(Beginning of Dataset excerpts)

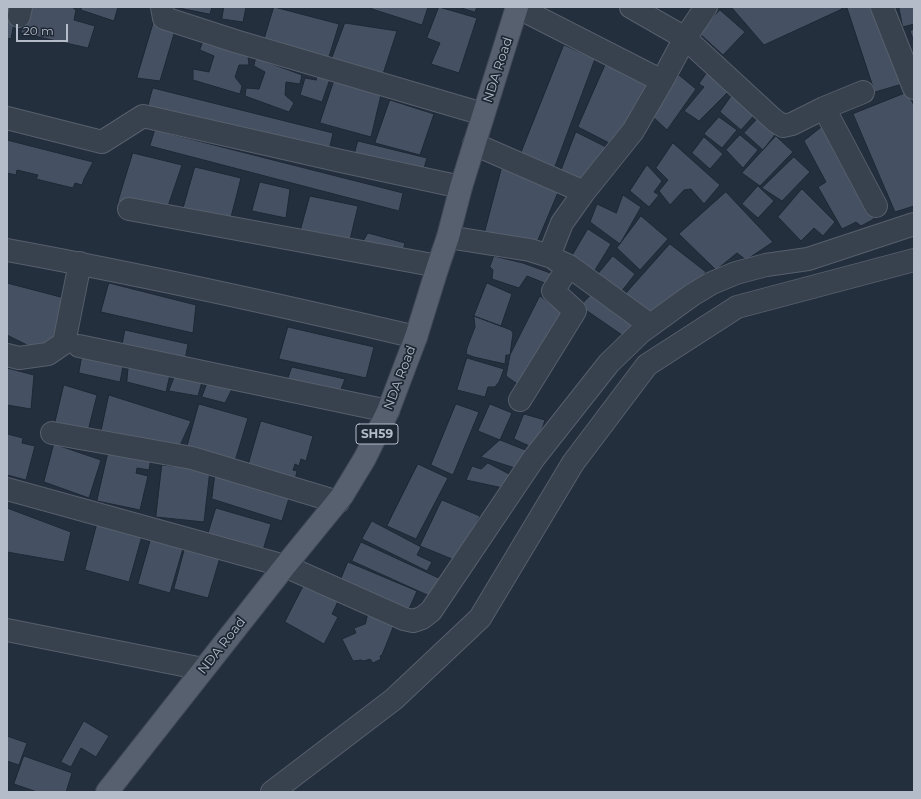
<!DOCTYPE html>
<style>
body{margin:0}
#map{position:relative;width:921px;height:799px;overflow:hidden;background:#242f3e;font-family:Montserrat,sans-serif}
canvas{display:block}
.frame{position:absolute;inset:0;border:8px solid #b4bcc9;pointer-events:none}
.scale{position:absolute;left:16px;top:24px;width:52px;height:18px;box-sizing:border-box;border:2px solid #b4bcc9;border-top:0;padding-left:5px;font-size:12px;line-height:14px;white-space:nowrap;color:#b4bcc9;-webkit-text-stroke:3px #1d2633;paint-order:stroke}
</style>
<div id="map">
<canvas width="921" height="799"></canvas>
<div class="frame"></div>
<div class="scale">20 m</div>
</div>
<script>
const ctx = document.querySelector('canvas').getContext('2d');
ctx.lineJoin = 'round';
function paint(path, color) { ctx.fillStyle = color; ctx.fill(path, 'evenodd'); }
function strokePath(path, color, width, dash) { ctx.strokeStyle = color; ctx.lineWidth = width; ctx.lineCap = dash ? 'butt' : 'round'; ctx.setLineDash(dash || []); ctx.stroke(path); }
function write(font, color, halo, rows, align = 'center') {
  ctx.font = font + ' Montserrat,sans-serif'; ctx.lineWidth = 3.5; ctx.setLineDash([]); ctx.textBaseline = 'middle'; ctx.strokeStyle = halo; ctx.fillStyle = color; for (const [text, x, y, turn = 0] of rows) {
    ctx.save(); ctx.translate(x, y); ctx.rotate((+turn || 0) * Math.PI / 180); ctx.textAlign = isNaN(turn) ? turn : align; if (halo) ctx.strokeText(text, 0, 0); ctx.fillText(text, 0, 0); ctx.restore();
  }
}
const building = new Path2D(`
 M7,7H17L11,39L7,38Z
 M27,7H72L76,10L74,20L95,26L88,48L21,33Z
 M82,7H118L114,21L81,10Z
 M175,7H212L210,14Z
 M224,7H246L243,22L222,19Z
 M274,7L339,24L328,60L264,40Z
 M372,7H428L422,25L372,9Z
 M439,7L477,18L459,73L431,64L440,43L427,38Z
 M459,7H477L475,12Z
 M734,7H841L842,9L764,45L732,8Z
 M847,7H876L906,83L875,92Z
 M899,7H914V24L903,27Z
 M720,10L745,32L723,55L699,33Z
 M154,21L176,27L160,81L137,78Z
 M345,23L397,31L382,77L332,58Z
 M914,29V42L910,31Z
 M204,39L248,56L249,65H239L235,77L242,86L240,94L193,80V69L209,72L214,56L200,50Z
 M564,45L595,59L554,169L521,153Z
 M256,58L302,75L300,84L286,82L285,95L294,103L289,112L245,96L246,88L259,89L265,72L254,66Z
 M607,61L653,85L615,146L578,127Z
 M710,68L731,89L699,121L684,111L704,87L699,84Z
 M317,72L331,76L322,102L300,95L305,78L316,80Z
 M679,75L696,89L667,130L652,116Z
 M335,78L381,95L371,137L320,123Z
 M153,88L333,133L328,155L146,113Z
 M735,91L758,111L741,130L720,112Z
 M908,92L914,106V206L895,212L853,114Z
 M390,100L434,114L420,155L375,143Z
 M761,115L777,132L763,150L744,133Z
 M719,117L737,130L722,148L704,134Z
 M823,126L874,219L861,226L856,222L842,229L818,187L826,182L804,141Z
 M155,130L403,193L399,211L150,146Z
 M576,132L608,148L584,185L559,176Z
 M740,135L758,150L743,168L726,150Z
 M776,136L793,152L760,186L742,173Z
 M704,137L723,154L710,169L692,153Z
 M7,140L93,162L84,179L82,185L75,183L73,188L36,179L38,175L17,170L16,175L7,173Z
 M358,141L427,158L421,178L353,160Z
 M673,143L720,185L704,204L691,189L684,190L670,205L659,191L668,180L656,168Z
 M133,153L182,165L167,209L118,202Z
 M794,157L810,172L782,201L762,188Z
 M647,165L662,181L654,192L659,195L649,207L630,191Z
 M195,167L241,178L230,221L183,209Z
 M502,167L559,190L535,247L483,239Z
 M260,182L290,189L286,218L252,211Z
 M758,186L774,201L758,218L742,204Z
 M802,189L835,222L823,236L814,228L801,241L778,217Z
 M726,192L773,242L746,260L737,253L716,270L679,234Z
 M623,195L641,207L620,244L590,222L597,204L616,213Z
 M310,196L358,206L349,244L299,236Z
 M641,216L668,239L640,270L617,248Z
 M588,229L611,244L592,275L569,261Z
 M368,233L405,243L400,262L359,249Z
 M670,244L706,272L689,292L646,317L621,299Z
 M494,256L523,263L553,274L547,284L527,276L519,288L492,279L493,270L490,267Z
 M613,256L635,274L618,296L593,280Z
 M7,283L72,300L60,340L35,349L7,335Z
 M109,283L196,305L193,333L101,312Z
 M487,283L512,294L501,326L474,316Z
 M597,289L636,325L625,337L580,306Z
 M540,296L566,316L523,388L506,376L510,355Z
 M474,316L511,330L513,333L510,355H506L505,364L474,357L466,354L467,348L475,327Z
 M288,327L374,347L366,378L279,359Z
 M125,330L188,344L184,365L121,353Z
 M83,351L124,361L120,382L79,373Z
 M467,358L504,369L499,382L495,387H488L485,397L457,390Z
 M129,362L171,370L166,392L127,382Z
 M292,367L345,379L338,397L285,387Z
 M7,368L34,375L31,409L7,405Z
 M176,373L203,378L198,396L169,391Z
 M210,376L235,383L225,403L202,397Z
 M64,385L97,395L86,439L55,423Z
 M109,395L191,421L178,450L100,437Z
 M199,404L248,418L235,461L187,447Z
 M456,404L479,412L453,475L431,465Z
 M490,404L512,413L500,440L478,431Z
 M524,414L545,420L536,449L514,439Z
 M261,421L313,436L306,461L301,459L299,466L295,464L293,470L297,471L295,480L248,466Z
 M7,434L23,438L22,443L35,446L26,480L7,475Z
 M500,440L528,451L521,470L481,457Z
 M54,444L101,460L89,498L44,482Z
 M109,449L151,458L149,470L137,468L136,473L148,476L140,510L97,501Z
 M488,463L513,476L503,488L466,480L472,466L481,469Z
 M418,464L448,478L416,539L387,526Z
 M162,465L210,470L204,522L156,517Z
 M215,475L289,498L282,521L212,499Z
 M442,500L480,516L457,561L420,546Z
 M7,508L71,532L64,562L7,552Z
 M216,508L271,524L263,550L208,534Z
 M372,521L421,547L417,555L432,562L427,571L362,539Z
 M97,524L142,536L129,582L85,570Z
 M152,535L184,545L170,593L138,584Z
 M361,542L443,580L434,598L352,561Z
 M186,544L221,554L208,598L174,589Z
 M348,562L417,591L409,609L341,579Z
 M306,581L341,595L332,614L338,617L324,644L285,622Z
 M368,614L394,625L382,655L380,656L381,659L373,663L370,659L364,661L361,660L353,661L342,639L356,633L354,628L365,624Z
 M84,721L109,736L96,757L81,748L71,767L61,762Z
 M7,736L27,743L19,765L7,761Z
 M24,756L72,773L66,792H37L14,784Z`);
const minor = new Path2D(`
 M162,7L164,18L235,41L483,114
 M517,7L662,81
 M631,7L685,38L774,120L783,126L792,124L824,108L863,92
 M882,7L914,88
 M19,16L21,7
 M824,108L876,206
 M7,118L102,142L143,116L341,161L461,187
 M474,144L584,192
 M129,209L438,266
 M448,237L530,250L549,256L562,223L584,192L633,131L662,81L685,38L706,7
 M7,250C144,275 280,305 416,337
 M556,260L569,266L650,325
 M79,346L388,411
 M7,355L19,358L48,354L64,343L80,263
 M520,400L575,311L553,291L569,266
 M52,433L192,458L338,502
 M7,489L285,566L404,619L413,621L422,618L431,611L439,599L534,458L609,363L641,332L692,295L712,283L736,273L766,265L808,259L914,224
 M7,630L203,669
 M272,792L394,699L480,618L573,463L647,365L737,307L914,260`);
const major = new Path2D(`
 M107,792L285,566L342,496L365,458L388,411L416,337L438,266L448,237L461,187L517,7`);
const shields = [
 [377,434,42]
];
const shieldNames = [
 ["SH59",377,434]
];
const streetNames = [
 ["NDA Road",498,70,-72],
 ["NDA Road",400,378,-69],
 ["NDA Road",222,646,-52]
];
paint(building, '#455162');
strokePath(building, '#1f2835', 1);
strokePath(minor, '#565f6c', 24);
strokePath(major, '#414a57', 24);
strokePath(minor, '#38414e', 22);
strokePath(major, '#56606e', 22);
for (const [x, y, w] of shields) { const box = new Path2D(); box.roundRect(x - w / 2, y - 10, w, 20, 3); ctx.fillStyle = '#1d2633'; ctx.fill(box); strokePath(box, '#b4bcc9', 1); }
write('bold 12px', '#b4bcc9', null, shieldNames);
write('13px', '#b4bcc9', '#1d2633', streetNames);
</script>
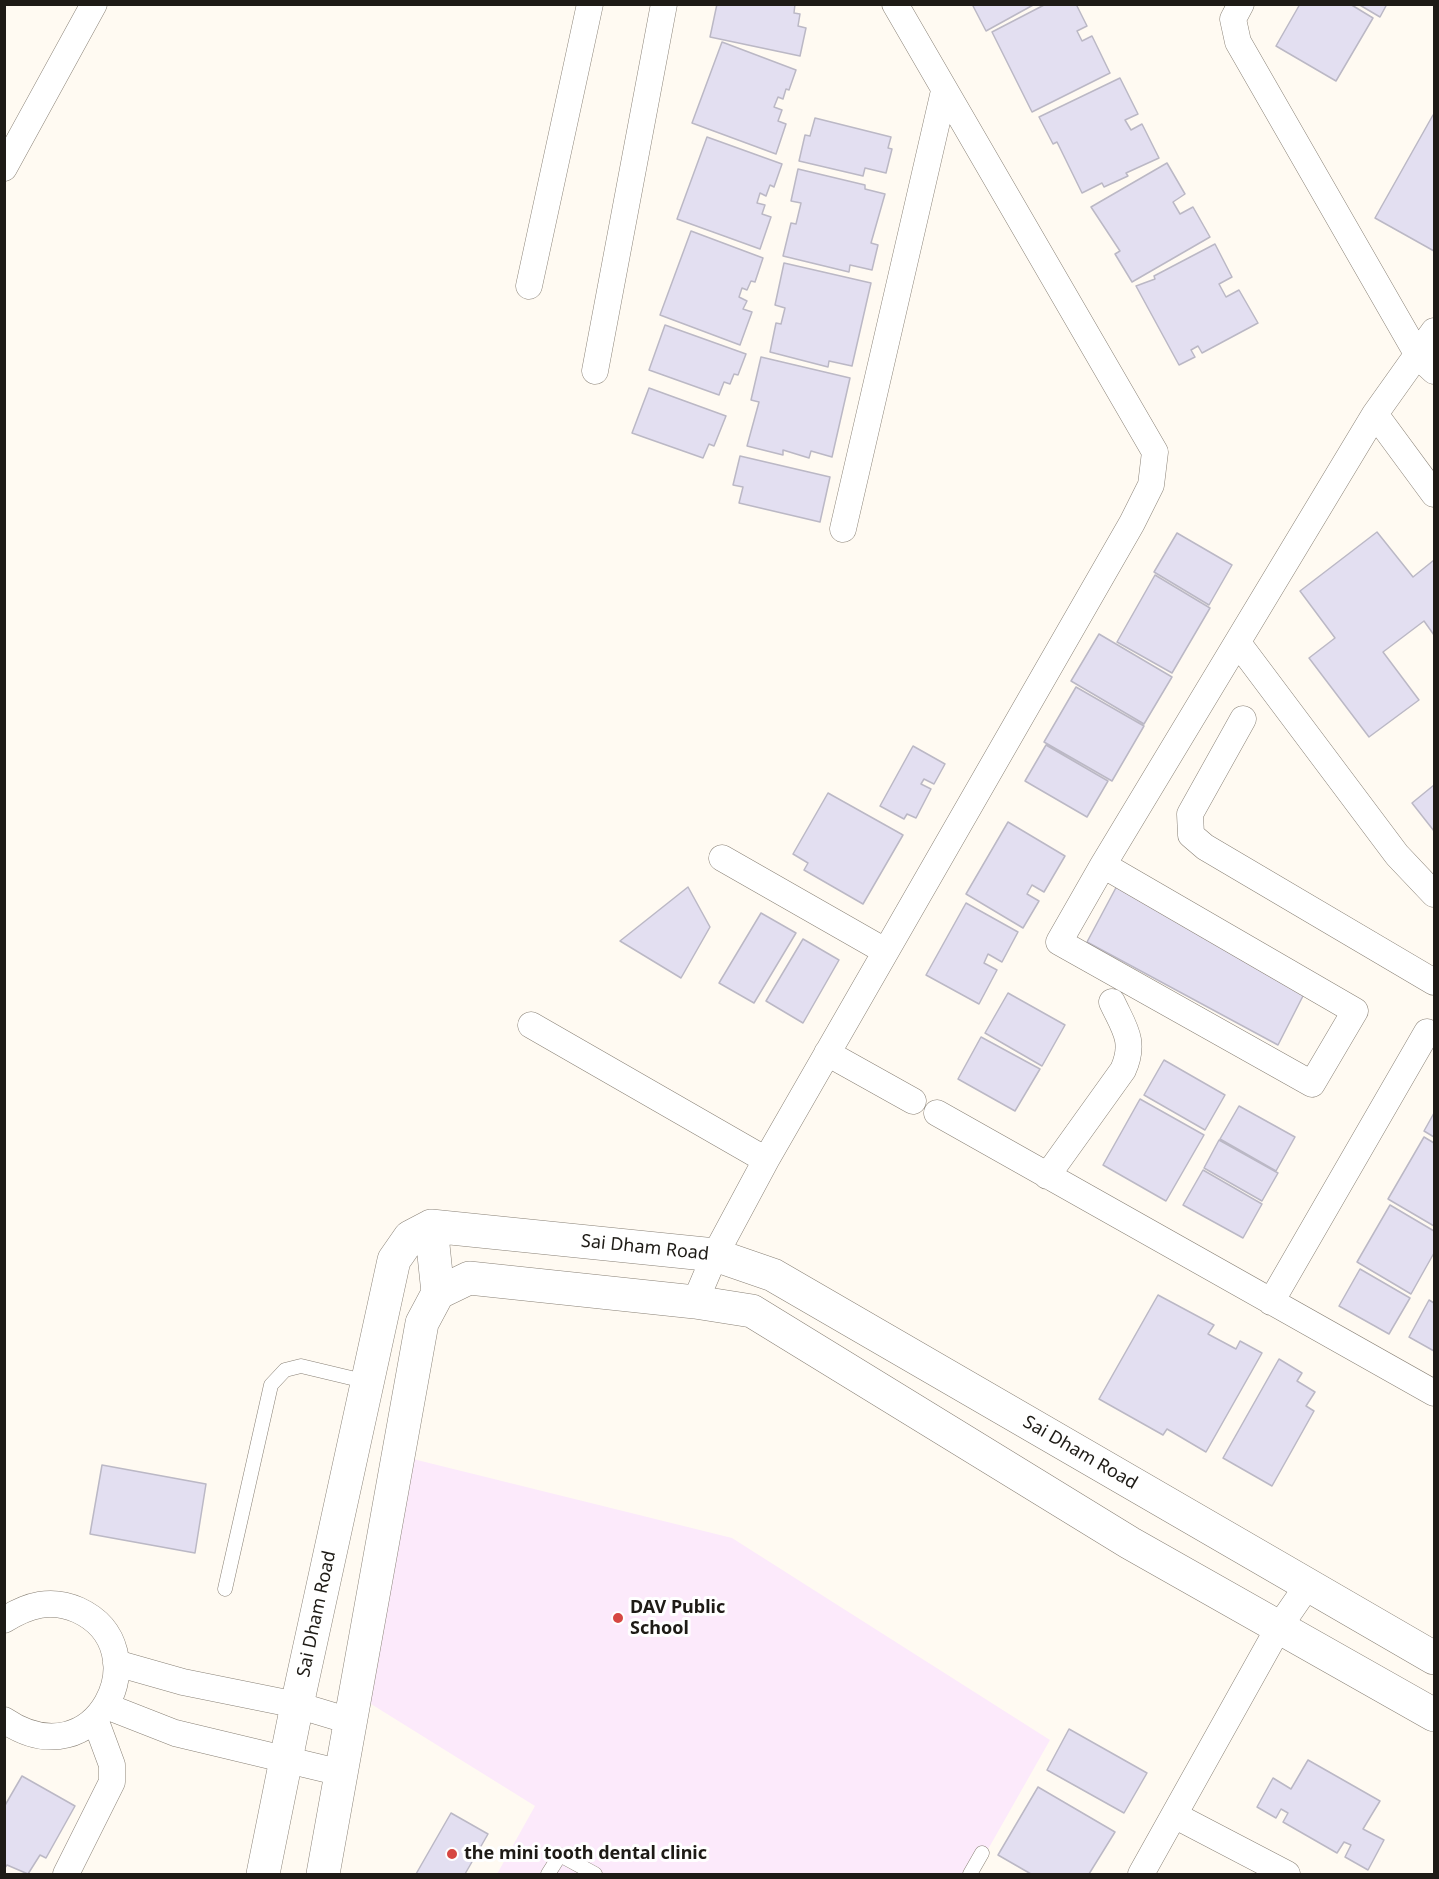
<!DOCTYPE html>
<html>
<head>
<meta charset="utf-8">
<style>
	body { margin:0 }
	#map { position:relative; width:1439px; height:1879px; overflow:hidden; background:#fffaf2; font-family:"Noto Sans",sans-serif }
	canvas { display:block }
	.frame { position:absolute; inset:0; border:6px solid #1e1b16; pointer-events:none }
</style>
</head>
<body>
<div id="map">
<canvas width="1439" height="1879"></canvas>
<div class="frame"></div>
</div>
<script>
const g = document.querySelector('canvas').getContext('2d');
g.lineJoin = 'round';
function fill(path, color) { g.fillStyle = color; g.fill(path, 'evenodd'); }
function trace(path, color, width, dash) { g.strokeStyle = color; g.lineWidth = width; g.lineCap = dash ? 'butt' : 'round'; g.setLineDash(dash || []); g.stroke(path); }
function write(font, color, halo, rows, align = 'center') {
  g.font = font + ' "Noto Sans",sans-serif'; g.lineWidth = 6; g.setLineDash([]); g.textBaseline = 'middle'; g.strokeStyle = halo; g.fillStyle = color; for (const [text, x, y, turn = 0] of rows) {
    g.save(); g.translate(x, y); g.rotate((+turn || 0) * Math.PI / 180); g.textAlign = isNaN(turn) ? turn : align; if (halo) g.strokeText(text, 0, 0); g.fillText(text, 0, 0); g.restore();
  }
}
const education = new Path2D(`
	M 409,1458 L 732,1538 L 1050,1740 L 974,1874 L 497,1874 L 535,1806 L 363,1699 Z`);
const building = new Path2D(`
	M 717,4 L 795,4 L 794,13 L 800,14 L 798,26 L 806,28 L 800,56 L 710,37 Z
	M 972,4 L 1035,4 L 986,31 Z
	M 1046,4 L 1076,4 L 1087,26 L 1077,31 L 1082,41 L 1092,36 L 1110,73 L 1032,112 L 992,32 Z
	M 1300,4 L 1350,4 L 1373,18 L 1336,81 L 1276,46 Z
	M 1358,4 L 1387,4 L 1380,17 Z
	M 722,42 L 796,70 L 789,90 L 786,89 L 783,99 L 778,97 L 774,107 L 782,110 L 778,121 L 786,124 L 776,154 L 692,123 Z
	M 1120,78 L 1138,114 L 1125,120 L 1131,130 L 1142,124 L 1159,158 L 1126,173 L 1128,176 L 1104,187 L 1102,183 L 1082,193 L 1057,142 L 1053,144 L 1039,117 Z
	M 1433,115 L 1434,116 L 1434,251 L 1375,218 Z
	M 815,118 L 891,137 L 888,148 L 892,149 L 886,173 L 865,168 L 863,176 L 799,161 L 805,135 L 810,136 Z
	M 707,137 L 782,164 L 774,187 L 770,185 L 766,196 L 760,193 L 757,203 L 765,205 L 762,214 L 771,217 L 760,249 L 677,219 Z
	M 1167,163 L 1185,194 L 1173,202 L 1180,214 L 1193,207 L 1210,237 L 1132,282 L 1115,254 L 1120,251 L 1091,207 Z
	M 798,169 L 865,185 L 865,189 L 885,194 L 871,243 L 878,245 L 872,270 L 850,265 L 849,272 L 783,256 L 791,223 L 796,224 L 801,203 L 791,201 Z
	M 691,231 L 763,258 L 755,282 L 751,281 L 747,290 L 742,288 L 739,297 L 747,301 L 743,309 L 752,312 L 740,345 L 660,315 Z
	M 1215,244 L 1232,277 L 1219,284 L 1226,297 L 1239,290 L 1258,323 L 1202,353 L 1198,346 L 1191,350 L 1195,357 L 1179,365 L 1136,286 L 1155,279 L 1154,276 Z
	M 784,263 L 871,283 L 852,366 L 829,361 L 828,367 L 770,352 L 776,323 L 781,324 L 785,308 L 775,305 Z
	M 665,325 L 746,354 L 738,375 L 734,374 L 730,384 L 724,382 L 719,395 L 649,370 Z
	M 761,357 L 850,378 L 832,457 L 811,451 L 809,458 L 783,450 L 783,455 L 747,446 L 759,402 L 751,400 Z
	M 649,388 L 726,416 L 714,446 L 709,444 L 703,458 L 632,433 Z
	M 740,456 L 830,477 L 820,522 L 739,503 L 743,487 L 733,485 Z
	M 1377,532 L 1413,577 L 1434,560 L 1434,635 L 1424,621 L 1383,652 L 1419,700 L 1369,737 L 1309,658 L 1335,638 L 1300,591 Z
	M 1177,533 L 1232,565 L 1209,605 L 1154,572 Z
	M 1155,575 L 1210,608 L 1172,673 L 1117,642 Z
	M 1099,634 L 1172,677 L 1144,724 L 1071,681 Z
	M 1076,687 L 1144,726 L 1112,781 L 1044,742 Z
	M 1046,745 L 1108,781 L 1087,817 L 1025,781 Z
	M 913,746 L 945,764 L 934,784 L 924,779 L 921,784 L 931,789 L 916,818 L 907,814 L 904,819 L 880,806 Z
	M 1434,785 L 1434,831 L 1412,803 Z
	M 828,793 L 903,835 L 863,904 L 804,870 L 808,863 L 793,854 Z
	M 1008,822 L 1065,856 L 1044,892 L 1032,885 L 1027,894 L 1039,901 L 1023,928 L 966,894 Z
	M 1119,882 L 1304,994 L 1278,1045 L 1087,942 Z
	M 688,887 L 710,927 L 681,978 L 620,941 Z
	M 966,903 L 1018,932 L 1002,962 L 988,954 L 984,963 L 997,970 L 979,1004 L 926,975 Z
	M 761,913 L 796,933 L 754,1003 L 719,983 Z
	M 803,939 L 839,960 L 803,1023 L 766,1001 Z
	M 1008,993 L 1065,1025 L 1042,1066 L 985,1033 Z
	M 981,1037 L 1040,1069 L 1015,1111 L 958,1079 Z
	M 1164,1060 L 1225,1095 L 1205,1130 L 1144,1095 Z
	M 1140,1099 L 1204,1135 L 1166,1201 L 1103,1165 Z
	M 1239,1106 L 1295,1137 L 1276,1171 L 1220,1139 Z
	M 1434,1113 L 1434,1137 L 1424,1131 Z
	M 1424,1137 L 1434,1143 L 1434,1226 L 1388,1199 Z
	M 1219,1140 L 1278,1173 L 1262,1201 L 1204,1168 Z
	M 1203,1170 L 1262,1204 L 1243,1238 L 1183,1205 Z
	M 1390,1205 L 1434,1231 L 1434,1253 L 1411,1294 L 1357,1262 Z
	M 1360,1269 L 1410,1298 L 1389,1334 L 1339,1306 Z
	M 1158,1295 L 1214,1325 L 1208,1334 L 1236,1349 L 1240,1341 L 1262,1353 L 1206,1452 L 1167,1429 L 1163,1435 L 1099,1399 Z
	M 1429,1300 L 1434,1303 L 1434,1351 L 1409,1337 Z
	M 1279,1359 L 1302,1373 L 1297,1381 L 1315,1392 L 1306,1406 L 1314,1411 L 1272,1486 L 1223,1458 Z
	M 102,1465 L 206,1484 L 195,1553 L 90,1534 Z
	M 1069,1729 L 1147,1773 L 1124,1813 L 1047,1770 Z
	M 1308,1760 L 1380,1801 L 1363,1829 L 1384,1840 L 1368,1870 L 1345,1857 L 1351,1845 L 1344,1842 L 1337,1853 L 1283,1822 L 1288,1813 L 1281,1809 L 1276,1818 L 1257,1807 L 1273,1778 L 1291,1789 Z
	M 22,1776 L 75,1806 L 46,1858 L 40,1855 L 28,1874 L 7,1865 L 4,1869 L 4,1807 Z
	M 1038,1787 L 1115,1832 L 1089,1874 L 1031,1874 L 998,1855 Z
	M 451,1813 L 488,1834 L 465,1874 L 416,1874 Z`);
const lane = new Path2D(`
	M 225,1589 L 271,1385 L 285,1370 L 301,1366 L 368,1382
	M 548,1874 L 560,1855 L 595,1874
	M 970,1874 L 982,1853`);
const street = new Path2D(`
	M 1241,4 L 1233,19 L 1238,42 L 1419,357 L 1434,371
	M 4,168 L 94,4
	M 529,286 L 590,4
	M 595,371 L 664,4
	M 1375,414 L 1434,494
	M 843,529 L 944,91
	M 1238,643 L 1397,855 L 1434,894
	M 1243,719 L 1190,814 L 1191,835 L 1205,847 L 1434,982
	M 722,858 L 885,951
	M 1103,865 L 1355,1011 L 1312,1084 L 1059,942 L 1103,865 L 1375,414 L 1434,331
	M 531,1025 L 766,1160
	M 827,1053 L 913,1101
	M 937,1113 L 1434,1393
	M 1047,1176 L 1123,1070 C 1136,1041 1124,1028 1112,1002
	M 695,1302 L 715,1255 L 766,1160 L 1132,523 L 1151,485 L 1155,452 L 895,4
	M 1271,1302 L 1427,1032
	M 4,1620 C 28,1605 51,1598 78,1610 C 161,1648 97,1783 4,1720
	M 116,1663 L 183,1682 L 297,1705 L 350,1721
	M 106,1706 L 175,1733 L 342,1773
	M 1174,1815 L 1287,1874
	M 66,1874 L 112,1782 L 112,1765 L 95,1719
	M 1141,1874 L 1279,1627 L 1308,1585`);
const secondary = new Path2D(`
	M 431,1226 L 438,1293
	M 263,1874 L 297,1705 L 394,1260 L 410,1237 L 431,1226 L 715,1255 L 773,1275 L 1434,1658
	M 323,1874 L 422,1323 L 438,1293 L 469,1278 L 695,1302 L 752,1311 L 1130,1543 L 1434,1715`);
const markers = [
	[618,1618,6,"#d64742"],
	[452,1854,6,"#d64742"]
];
const streetNames = [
	["Sai Dham Road",645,1248,6],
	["Sai Dham Road",1080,1453,30],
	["Sai Dham Road",317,1614,-78]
];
const poiNames = [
	["DAV Public",630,1608],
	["School",630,1629],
	["the mini tooth dental clinic",464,1854]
];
fill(education, '#fceafb');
fill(building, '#e3dff1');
trace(building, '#bbb8c5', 1.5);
trace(lane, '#898176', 15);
trace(street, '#898176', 27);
trace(secondary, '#898176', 34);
trace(lane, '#fff', 14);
trace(street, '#fff', 26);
trace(secondary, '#fff', 33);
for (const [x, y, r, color] of markers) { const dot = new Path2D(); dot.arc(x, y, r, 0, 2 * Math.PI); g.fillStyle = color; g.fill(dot); trace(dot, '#fff', 2); }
write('18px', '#1e1b16', '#fff', streetNames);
write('bold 18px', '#1e1b16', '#fff', poiNames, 'left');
</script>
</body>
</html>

(End of Dataset excerpts)

What to work on —
Repeat only the lines from the beginning of the material through the line containing "M175,7H212L210,14Z", both ends kept, leaving pictures out.

Task solution —
<!DOCTYPE html>
<style>
body{margin:0}
#map{position:relative;width:921px;height:799px;overflow:hidden;background:#242f3e;font-family:Montserrat,sans-serif}
canvas{display:block}
.frame{position:absolute;inset:0;border:8px solid #b4bcc9;pointer-events:none}
.scale{position:absolute;left:16px;top:24px;width:52px;height:18px;box-sizing:border-box;border:2px solid #b4bcc9;border-top:0;padding-left:5px;font-size:12px;line-height:14px;white-space:nowrap;color:#b4bcc9;-webkit-text-stroke:3px #1d2633;paint-order:stroke}
</style>
<div id="map">
<canvas width="921" height="799"></canvas>
<div class="frame"></div>
<div class="scale">20 m</div>
</div>
<script>
const ctx = document.querySelector('canvas').getContext('2d');
ctx.lineJoin = 'round';
function paint(path, color) { ctx.fillStyle = color; ctx.fill(path, 'evenodd'); }
function strokePath(path, color, width, dash) { ctx.strokeStyle = color; ctx.lineWidth = width; ctx.lineCap = dash ? 'butt' : 'round'; ctx.setLineDash(dash || []); ctx.stroke(path); }
function write(font, color, halo, rows, align = 'center') {
  ctx.font = font + ' Montserrat,sans-serif'; ctx.lineWidth = 3.5; ctx.setLineDash([]); ctx.textBaseline = 'middle'; ctx.strokeStyle = halo; ctx.fillStyle = color; for (const [text, x, y, turn = 0] of rows) {
    ctx.save(); ctx.translate(x, y); ctx.rotate((+turn || 0) * Math.PI / 180); ctx.textAlign = isNaN(turn) ? turn : align; if (halo) ctx.strokeText(text, 0, 0); ctx.fillText(text, 0, 0); ctx.restore();
  }
}
const building = new Path2D(`
 M7,7H17L11,39L7,38Z
 M27,7H72L76,10L74,20L95,26L88,48L21,33Z
 M82,7H118L114,21L81,10Z
 M175,7H212L210,14Z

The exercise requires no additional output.